The Pate Fermentee can be stored for 8-12 hours at room temperature. It can also be kept for a few days in the refrigerator before it loses its leavening ability.

This style of preferment makes the process convenient for bakers who are making the same bread recipe regularly. You can add yeast to the dough, but many bakers don’t bother. After several years of repeating the process, the levain becomes packed full of yeasts and lactic bacteria. This makes the preferment an extremely powerful and flavoursome levain.

Poolish vs Biga vs Pâte Fermentée

Whatever your desired results may be, poolish and biga can be used interchangeably. You’ll just have to adjust the amount of water used in the dough depending on if you use a wet (poolish) or stiff (biga) preferment.

Preferments, such as Poolish, Biga, and Pate Fermentee are all great choices for bread. They provide a source of organic acids and developed gluten for the dough. Including any type of preferment enhances flavours and matures the gluten structure for a better rise and oven spring.

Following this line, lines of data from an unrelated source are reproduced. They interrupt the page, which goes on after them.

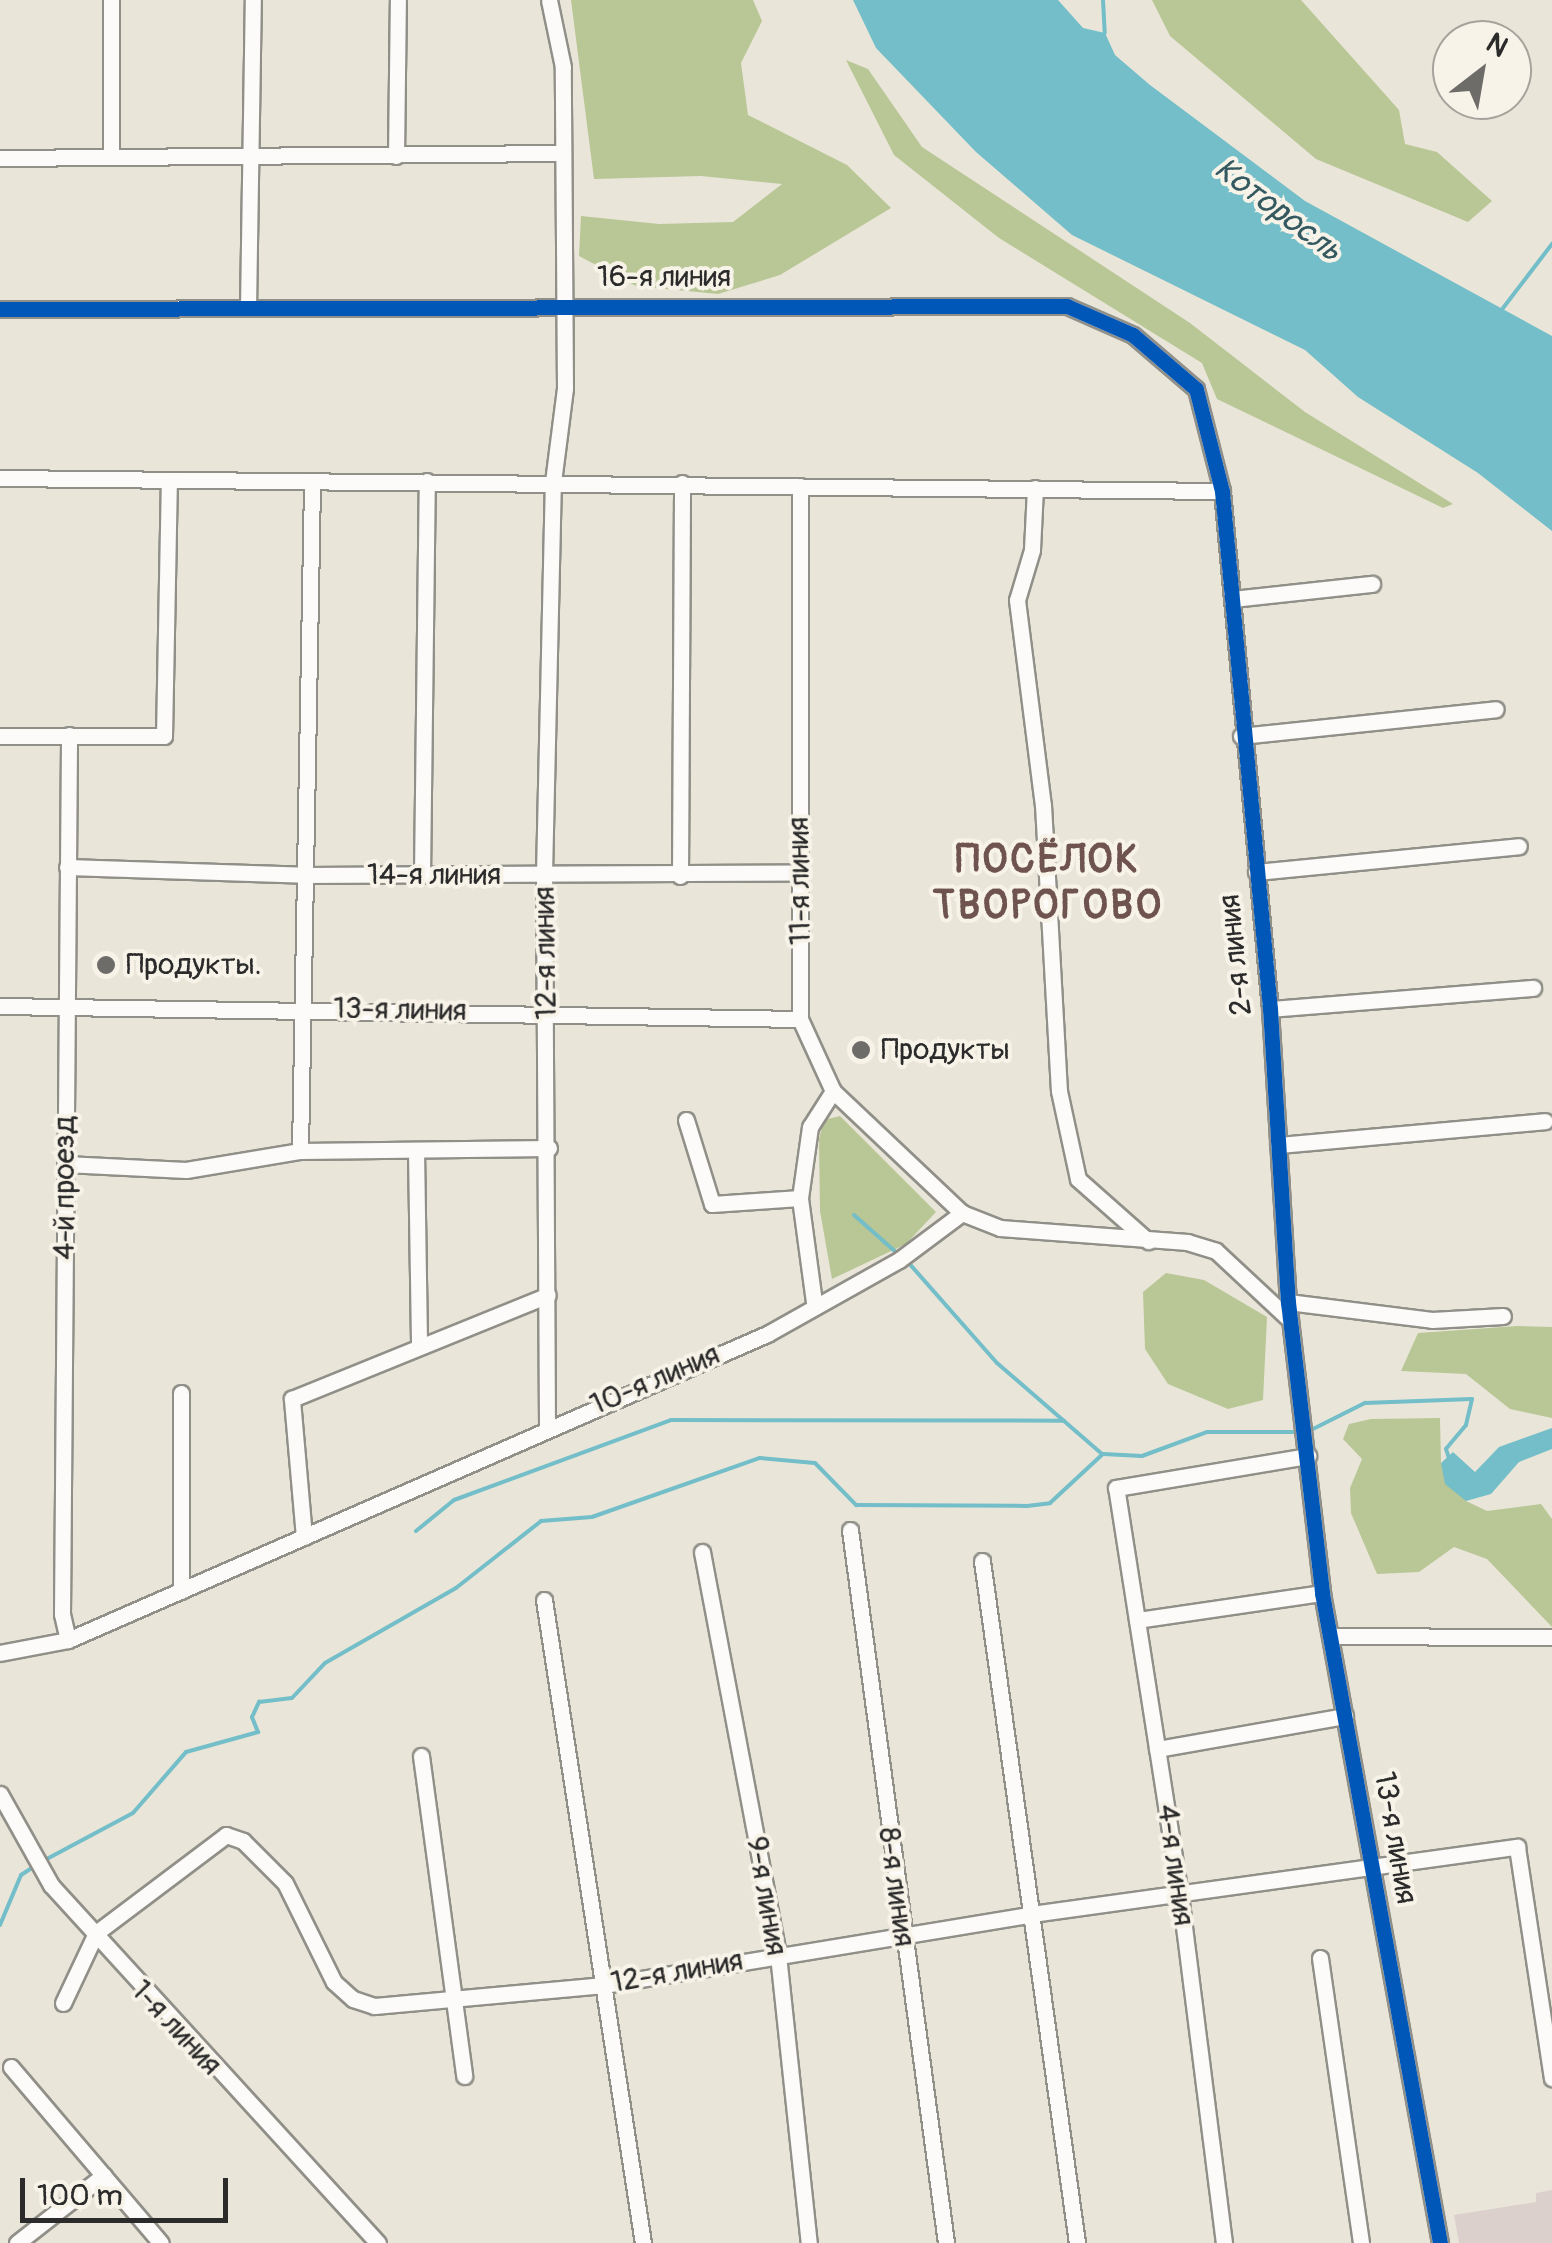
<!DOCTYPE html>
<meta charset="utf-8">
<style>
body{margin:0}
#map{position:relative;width:1552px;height:2243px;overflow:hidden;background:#e9e6d9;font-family:Pangolin,sans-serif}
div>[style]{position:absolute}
.industrial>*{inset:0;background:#dcd0cd}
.forest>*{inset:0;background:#b9c695}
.water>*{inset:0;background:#73bec8}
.stream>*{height:4px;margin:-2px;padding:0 2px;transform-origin:2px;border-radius:2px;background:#73bec8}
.roads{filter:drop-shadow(2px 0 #908f88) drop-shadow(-2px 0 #908f88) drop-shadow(0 2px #908f88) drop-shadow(0 -2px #908f88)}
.minor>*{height:15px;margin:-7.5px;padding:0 7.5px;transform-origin:7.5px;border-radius:7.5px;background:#fcfbf9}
.cycleway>*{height:15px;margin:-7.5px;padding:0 7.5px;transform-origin:7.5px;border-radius:7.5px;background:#0057b8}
.dots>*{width:28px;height:28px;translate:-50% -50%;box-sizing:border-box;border:5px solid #f7f3e8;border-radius:50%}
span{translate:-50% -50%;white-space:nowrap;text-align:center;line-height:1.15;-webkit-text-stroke:8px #f7f3e8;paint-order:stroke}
.street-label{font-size:30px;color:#2b2b2b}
.poi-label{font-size:30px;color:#2b2b2b}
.left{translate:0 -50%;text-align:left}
.water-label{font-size:32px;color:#33585f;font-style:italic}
.district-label{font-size:40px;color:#6e534e;font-weight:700;letter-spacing:2.5px}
.north{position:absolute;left:1432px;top:20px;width:100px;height:100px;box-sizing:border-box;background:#f7f3e8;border:2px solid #a5a39c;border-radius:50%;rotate:31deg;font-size:28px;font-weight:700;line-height:40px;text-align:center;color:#2b2b2b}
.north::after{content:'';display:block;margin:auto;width:35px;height:45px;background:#6e6c68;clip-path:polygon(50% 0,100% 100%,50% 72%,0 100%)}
.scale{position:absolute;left:20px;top:2178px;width:208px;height:45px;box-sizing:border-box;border:5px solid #2b2b2b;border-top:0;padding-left:12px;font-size:30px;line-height:35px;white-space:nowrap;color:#2b2b2b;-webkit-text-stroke:8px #f7f3e8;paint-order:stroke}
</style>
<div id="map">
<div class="industrial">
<i style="clip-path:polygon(1552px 2190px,1552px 2243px,1459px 2243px,1454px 2215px,1536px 2202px,1536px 2193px)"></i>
</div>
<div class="forest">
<i style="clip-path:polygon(571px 0,753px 0,762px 21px,741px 63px,748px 115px,847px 165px,891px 208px,780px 275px,718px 294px,636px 286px,579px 256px,581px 216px,659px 224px,733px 222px,782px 184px,701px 176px,594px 179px)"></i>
<i style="clip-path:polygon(1152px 0,1301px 0,1399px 110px,1405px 144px,1437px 152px,1492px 201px,1468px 222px,1316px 159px,1170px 36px)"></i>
<i style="clip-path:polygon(846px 60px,868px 69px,922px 147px,1190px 323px,1305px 412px,1453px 504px,1443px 508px,1217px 399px,1202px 363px,999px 238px,894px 155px)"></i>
<i style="clip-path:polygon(840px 1116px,936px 1212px,906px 1244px,832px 1279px,820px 1211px,819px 1139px,824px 1120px)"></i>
<i style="clip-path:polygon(1166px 1273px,1204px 1280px,1267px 1317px,1263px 1400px,1228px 1409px,1168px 1384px,1145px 1349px,1143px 1292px)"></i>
<i style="clip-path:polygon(1517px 1326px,1552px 1327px,1552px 1418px,1510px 1409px,1466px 1374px,1401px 1371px,1418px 1333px)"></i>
<i style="clip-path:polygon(1440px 1418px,1441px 1463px,1466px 1501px,1487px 1511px,1541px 1504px,1552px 1519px,1552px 1627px,1487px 1559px,1454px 1547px,1419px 1572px,1377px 1574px,1351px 1513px,1350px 1488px,1362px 1459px,1343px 1439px,1349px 1424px,1371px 1419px)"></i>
</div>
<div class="water">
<i style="clip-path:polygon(853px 0,1058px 0,1083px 28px,1105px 33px,1115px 55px,1150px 85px,1305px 201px,1552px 336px,1552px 531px,1478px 473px,1358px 397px,1305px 350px,1072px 235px,976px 152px,876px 48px)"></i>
<i style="clip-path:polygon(1552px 1428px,1552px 1449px,1519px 1462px,1491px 1494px,1466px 1501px,1445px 1484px,1441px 1463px,1453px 1452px,1475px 1472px,1499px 1447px)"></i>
</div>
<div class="stream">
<i style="left:1103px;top:0;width:33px;rotate:87deg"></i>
<i style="left:1500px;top:312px;width:86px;rotate:-52.6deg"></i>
<i style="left:854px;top:1215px;width:60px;rotate:41.6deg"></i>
<i style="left:907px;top:1261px;width:136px;rotate:48.6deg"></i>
<i style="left:997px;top:1363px;width:139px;rotate:40.9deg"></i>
<i style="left:1309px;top:1431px;width:63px;rotate:-26.6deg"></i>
<i style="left:1365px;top:1403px;width:107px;rotate:-2.1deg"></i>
<i style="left:1472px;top:1399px;width:27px;rotate:103deg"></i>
<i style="left:1466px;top:1425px;width:31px;rotate:130deg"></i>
<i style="left:1446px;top:1449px;width:9px;rotate:72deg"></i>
<i style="left:416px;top:1531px;width:49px;rotate:-39.2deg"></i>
<i style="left:454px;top:1500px;width:231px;rotate:-20.2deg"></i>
<i style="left:671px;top:1420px;width:393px;rotate:0.1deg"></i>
<i style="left:43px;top:1861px;width:102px;rotate:-28.1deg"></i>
<i style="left:133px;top:1813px;width:81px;rotate:-49deg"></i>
<i style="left:186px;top:1752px;width:75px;rotate:-15.5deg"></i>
<i style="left:258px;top:1732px;width:16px;rotate:-112deg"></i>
<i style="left:252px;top:1717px;width:17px;rotate:-65deg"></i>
<i style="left:259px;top:1702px;width:33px;rotate:-7deg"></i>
<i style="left:292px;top:1698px;width:48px;rotate:-46.7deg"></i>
<i style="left:325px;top:1663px;width:151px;rotate:-29.8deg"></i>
<i style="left:456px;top:1588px;width:108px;rotate:-38.2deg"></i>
<i style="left:541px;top:1521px;width:51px;rotate:-4.5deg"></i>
<i style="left:592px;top:1517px;width:178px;rotate:-19.4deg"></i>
<i style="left:760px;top:1458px;width:55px;rotate:5.2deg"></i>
<i style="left:815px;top:1463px;width:59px;rotate:45.7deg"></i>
<i style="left:856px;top:1505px;width:171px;rotate:0.3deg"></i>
<i style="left:1027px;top:1506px;width:23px;rotate:-7deg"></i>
<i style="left:1050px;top:1503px;width:72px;rotate:-42.8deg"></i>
<i style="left:1103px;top:1454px;width:39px;rotate:3deg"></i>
<i style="left:1142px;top:1456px;width:69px;rotate:-20.3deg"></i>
<i style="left:1207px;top:1432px;width:92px"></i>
<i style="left:0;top:1925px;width:54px;rotate:-67.2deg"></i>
<i style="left:21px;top:1875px;width:17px;rotate:-33deg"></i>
</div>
<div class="roads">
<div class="minor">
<i style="left:111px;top:0;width:156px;rotate:90deg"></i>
<i style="left:396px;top:156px;width:156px;rotate:-89.3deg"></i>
<i style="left:0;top:158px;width:559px;rotate:-0.51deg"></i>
<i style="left:248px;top:308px;width:308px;rotate:-89.1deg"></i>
<i style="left:0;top:309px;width:1067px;rotate:-0.16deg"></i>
<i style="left:1067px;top:306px;width:72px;rotate:23.7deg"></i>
<i style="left:1133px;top:335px;width:83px;rotate:40.6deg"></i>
<i style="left:1196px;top:389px;width:105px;rotate:75.7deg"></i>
<i style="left:1222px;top:491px;width:520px;rotate:84.71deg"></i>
<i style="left:1270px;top:1009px;width:294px;rotate:86.5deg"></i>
<i style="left:1288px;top:1302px;width:293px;rotate:83.3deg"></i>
<i style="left:1322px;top:1593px;width:661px;rotate:79.71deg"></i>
<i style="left:0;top:478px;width:1222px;rotate:0.61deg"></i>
<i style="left:800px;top:486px;width:533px;rotate:90deg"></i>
<i style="left:800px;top:1019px;width:79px;rotate:65.4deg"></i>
<i style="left:833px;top:1091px;width:178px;rotate:43.4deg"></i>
<i style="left:1035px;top:488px;width:62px;rotate:92.8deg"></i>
<i style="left:1032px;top:550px;width:52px;rotate:106.7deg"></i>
<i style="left:1017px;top:600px;width:207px;rotate:82.8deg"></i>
<i style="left:1043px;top:805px;width:286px;rotate:86.8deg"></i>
<i style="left:1059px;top:1091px;width:90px;rotate:77.8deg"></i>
<i style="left:1078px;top:1179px;width:94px;rotate:41.5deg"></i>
<i style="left:1233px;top:599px;width:140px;rotate:-6.2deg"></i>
<i style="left:0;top:736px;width:164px"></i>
<i style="left:164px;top:736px;width:256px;rotate:-88.9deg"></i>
<i style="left:1241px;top:736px;width:256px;rotate:-6deg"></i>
<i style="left:67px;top:867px;width:237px;rotate:1.9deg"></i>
<i style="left:304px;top:875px;width:497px;rotate:-0.3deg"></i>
<i style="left:1256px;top:872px;width:264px;rotate:-5.6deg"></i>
<i style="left:422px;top:875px;width:394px;rotate:-89.3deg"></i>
<i style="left:680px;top:876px;width:393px;rotate:-89.7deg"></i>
<i style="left:0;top:1006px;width:800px;rotate:0.93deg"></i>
<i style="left:1270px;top:1009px;width:264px;rotate:-4.6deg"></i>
<i style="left:686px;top:1120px;width:88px;rotate:72.8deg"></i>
<i style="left:712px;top:1204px;width:88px;rotate:-3.9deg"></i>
<i style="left:1278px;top:1145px;width:268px;rotate:-5.1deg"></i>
<i style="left:300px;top:1151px;width:670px;rotate:-88.97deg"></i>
<i style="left:416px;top:1151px;width:194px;rotate:89.1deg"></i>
<i style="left:65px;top:1164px;width:121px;rotate:2.8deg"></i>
<i style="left:186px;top:1170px;width:116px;rotate:-9.5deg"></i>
<i style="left:300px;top:1151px;width:249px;rotate:-0.7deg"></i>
<i style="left:814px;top:1302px;width:105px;rotate:-97.7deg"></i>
<i style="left:800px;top:1198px;width:72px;rotate:-82deg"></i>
<i style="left:810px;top:1127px;width:43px;rotate:-57.4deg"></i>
<i style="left:1288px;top:1302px;width:145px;rotate:7.1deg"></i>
<i style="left:1432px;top:1320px;width:71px;rotate:-3.2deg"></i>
<i style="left:181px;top:1393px;width:198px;rotate:90deg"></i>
<i style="left:547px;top:1425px;width:551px;rotate:-90.31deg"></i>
<i style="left:544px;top:874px;width:392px;rotate:-88.7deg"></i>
<i style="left:553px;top:482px;width:95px;rotate:-82.7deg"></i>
<i style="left:565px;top:388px;width:321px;rotate:-90.4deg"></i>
<i style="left:563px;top:67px;width:68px;rotate:-101.8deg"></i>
<i style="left:850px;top:1530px;width:719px;rotate:82.33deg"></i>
<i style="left:304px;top:1537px;width:139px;rotate:-95deg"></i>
<i style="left:292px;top:1399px;width:276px;rotate:-22.1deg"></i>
<i style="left:702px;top:1552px;width:410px;rotate:79.3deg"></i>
<i style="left:778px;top:1955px;width:290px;rotate:83.9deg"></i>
<i style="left:982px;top:1561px;width:689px;rotate:82.07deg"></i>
<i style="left:544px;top:1600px;width:651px;rotate:81.25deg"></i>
<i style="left:1137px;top:1620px;width:187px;rotate:-8.3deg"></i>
<i style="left:1331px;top:1636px;width:221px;rotate:0.3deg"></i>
<i style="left:68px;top:1640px;width:27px;rotate:-103deg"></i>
<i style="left:62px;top:1614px;width:879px;rotate:-89.54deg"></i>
<i style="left:0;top:1653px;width:69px;rotate:-10.8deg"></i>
<i style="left:68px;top:1640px;width:763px;rotate:-23.64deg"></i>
<i style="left:767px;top:1334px;width:151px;rotate:-29.3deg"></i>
<i style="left:899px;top:1260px;width:79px;rotate:-36.7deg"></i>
<i style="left:962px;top:1213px;width:41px;rotate:21.5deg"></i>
<i style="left:1000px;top:1228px;width:188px;rotate:4.3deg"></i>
<i style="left:1187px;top:1242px;width:30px;rotate:17deg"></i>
<i style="left:1216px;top:1251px;width:101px;rotate:43deg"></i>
<i style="left:1157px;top:1749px;width:191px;rotate:-10deg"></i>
<i style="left:421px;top:1756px;width:323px;rotate:82.3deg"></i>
<i style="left:0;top:1794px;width:104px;rotate:60.7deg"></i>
<i style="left:51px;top:1885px;width:485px;rotate:47.6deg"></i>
<i style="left:1320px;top:1958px;width:288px;rotate:81.8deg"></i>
<i style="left:63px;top:2003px;width:77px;rotate:-64.8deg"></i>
<i style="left:96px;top:1933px;width:163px;rotate:-37deg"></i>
<i style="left:226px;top:1835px;width:18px;rotate:19deg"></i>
<i style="left:243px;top:1841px;width:59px;rotate:45deg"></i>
<i style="left:285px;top:1883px;width:110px;rotate:63.7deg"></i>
<i style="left:334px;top:1982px;width:25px;rotate:42deg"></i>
<i style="left:353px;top:1999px;width:22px;rotate:18deg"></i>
<i style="left:374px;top:2006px;width:232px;rotate:-5.2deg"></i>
<i style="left:605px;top:1985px;width:433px;rotate:-9.4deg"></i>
<i style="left:1032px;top:1914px;width:490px;rotate:-7.9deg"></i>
<i style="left:1517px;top:1847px;width:234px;rotate:81.4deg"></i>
<i style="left:11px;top:2067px;width:231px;rotate:49.6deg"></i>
<i style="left:17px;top:2243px;width:110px;rotate:-38deg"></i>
<i style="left:1224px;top:2243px;width:351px;rotate:-97.2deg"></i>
<i style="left:1180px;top:1895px;width:412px;rotate:-98.9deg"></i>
<i style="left:1116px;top:1488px;width:195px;rotate:-9.5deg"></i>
</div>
</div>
<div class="cycleway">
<i style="left:0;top:309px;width:1067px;rotate:-0.16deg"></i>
<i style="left:1067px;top:306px;width:72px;rotate:23.7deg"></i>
<i style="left:1133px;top:335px;width:83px;rotate:40.6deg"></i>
<i style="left:1196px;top:389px;width:105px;rotate:75.7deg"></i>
<i style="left:1222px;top:491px;width:520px;rotate:84.71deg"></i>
<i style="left:1270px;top:1009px;width:294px;rotate:86.5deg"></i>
<i style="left:1288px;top:1302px;width:293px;rotate:83.3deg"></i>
<i style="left:1322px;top:1593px;width:661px;rotate:79.71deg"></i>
</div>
<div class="dots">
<i style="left:106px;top:965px;background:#6e6c68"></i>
<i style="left:861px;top:1050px;background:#6e6c68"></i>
</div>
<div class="street-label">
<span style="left:664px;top:277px">16-я линия</span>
<span style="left:434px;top:875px">14-я линия</span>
<span style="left:800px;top:881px;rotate:-91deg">11-я линия</span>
<span style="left:546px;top:953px;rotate:-91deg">12-я линия</span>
<span style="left:1236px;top:955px;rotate:-96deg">2-я линия</span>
<span style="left:400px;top:1010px;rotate:1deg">13-я линия</span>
<span style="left:65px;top:1188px;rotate:-90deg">4-й проезд</span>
<span style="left:655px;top:1380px;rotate:-23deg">10-я линия</span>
<span style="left:1395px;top:1838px;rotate:80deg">13-я линия</span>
<span style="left:1175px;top:1865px;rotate:82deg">4-я линия</span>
<span style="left:896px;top:1887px;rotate:82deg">8-я линия</span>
<span style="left:766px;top:1896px;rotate:80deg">9-я линия</span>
<span style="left:677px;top:1972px;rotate:-10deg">12-я линия</span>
<span style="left:176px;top:2028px;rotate:47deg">1-я линия</span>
</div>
<div class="poi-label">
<span class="left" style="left:126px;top:965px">Продукты.</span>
<span class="left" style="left:881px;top:1050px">Продукты</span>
</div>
<div class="water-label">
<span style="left:1278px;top:210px;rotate:37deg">Которосль</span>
</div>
<div class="district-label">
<span style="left:1048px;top:883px">ПОСЁЛОК<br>ТВОРОГОВО</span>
</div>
<div class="north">N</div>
<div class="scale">100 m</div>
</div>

There are a few differences between the three. The Poolish is always made up of 100% hydration. While the Biga may contain 50%-100% water, depending on desired flavour or function. Salt can be added to the Pate Fermentee, sometimes to biga, but never to poolish.

It is important to know when it’s the right time to include preferment in your dough. Having great moisture and dough expansion lie there. The ripeness of the three preferments varies according to their yeast and water content.

Differences between Yeasted Preferments (Pate Fermentee, Poolish, Biga) and Sourdough Starter

As Poolish and Biga are yeasted preferments that rely on commercial baker’s yeast to levain bread. Pate fermentee is usually sourdough, but some are made with yeast. A sourdough starter is a natural preferment where no commercial baker’s yeast is added. It relies on developing wild yeast and bacteria naturally from the flour and the air for its leavening abilities.

  • The yeasted preferments are less acidic than the sourdough starter
  • Yeasted preferments leaven bread more consistently than a sourdough starter.
  • The yeasted preferments (poolish and biga) serve as single-use. While the sourdough starter can be used again and again.